Une nuit d’été, Clara a complètement perdu le sens de la réalité. « Mon copain de l’époque était parti en week-end à l’étranger. Je me suis réveillée au beau milieu de la nuit et je n’osais pas me rendormir: j’étais effrayée à l’idée qu’un caillot de sang me tue. Je le sentais venir et j’ai fait une crise de panique. J’ai finalement réussi à me rendormir, mais, à mon réveil, j’étais persuadée que mon compagnon était mort dans sa chambre d’hôtel. Peut-être était-ce une bagarre qui avait mal tourné? Ou une intoxication au CO2... Mes peurs étaient projetées sur mon entourage, ça allait dans tous les sens. J’ai décidé d’appeler ma mère et je tenais des propos incohérents. Je lui ai dit que mon compagnon était mort, que la police allait retrouver son cadavre, j’étais sûre de moi. J’ai vraiment perdu contact avec la réalité. Quelques semaines plus tard, mon médecin m’a dit que j’avais probablement fait une psychose.

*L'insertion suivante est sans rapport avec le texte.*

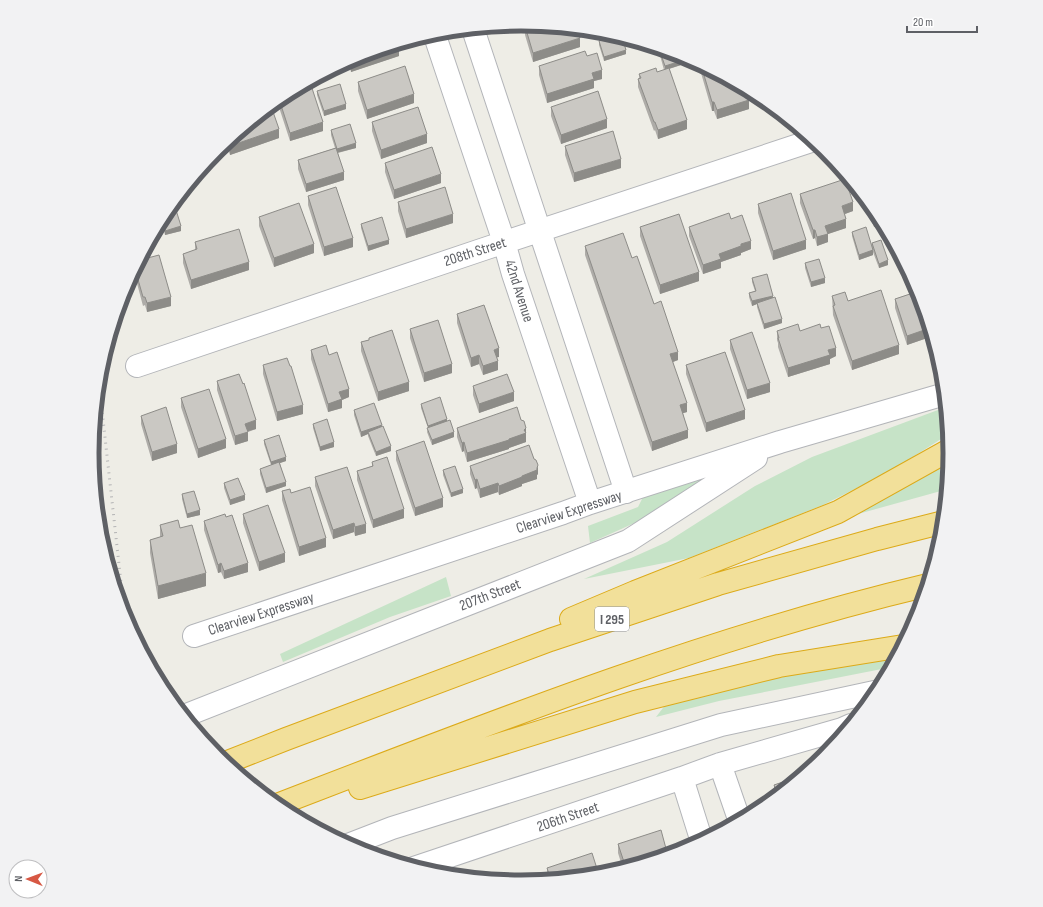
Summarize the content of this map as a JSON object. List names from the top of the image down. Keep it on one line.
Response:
{"streets":{"highway":["I 295"],"street":["208th Street","42nd Avenue","Clearview Expressway","207th Street","206th Street"]},"crossings":[["208th Street","42nd Avenue"],["42nd Avenue","Clearview Expressway"],["Clearview Expressway","207th Street"]],"scale_bar":"20 m","north":"left"}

Elle m’a conseillé de contacter un psychologue et à prendre des anti-dépresseurs. Je ne voulais plus jamais vivre une expérience pareille. »

Sa thérapie

Les médicaments ont rapidement fait effet sur Clara. « Quand j’ai retrouvé un peu de stabilité, j’ai compris à quel point cela avait été loin. Mes angoisses se traduisaient par des symptômes physiques. Vu que j’étais angoissée, mon corps se mettait dans un mode de défense et accélérait ma respiration entraînant des étourdissements. Les médicaments ont aidé mon corps à se relaxer. Mon médecin de famille a pris le temps d’écouter mes angoisses. Il m’offrait toujours du réconfort, c’est malheureusement quelque chose qui fait souvent défaut aux hypocondriaques. J’ai eu de la chance d’avoir un médecin aussi compréhensif et à l’écoute. Mon hypocondrie n’a pas complètement disparu, mais elle est nettement plus gérable, je peux me concentrer sur d’autres choses et vivre normalement. Mais ces angoisses feront toujours partie de moi. J’évite d’alimenter mes angoisses en faisant des recherches en ligne, j’essaie aussi de limiter mon exposition à des séries médicales. »

**Clara est un pseudonyme. La photo provient d’une banque d’images.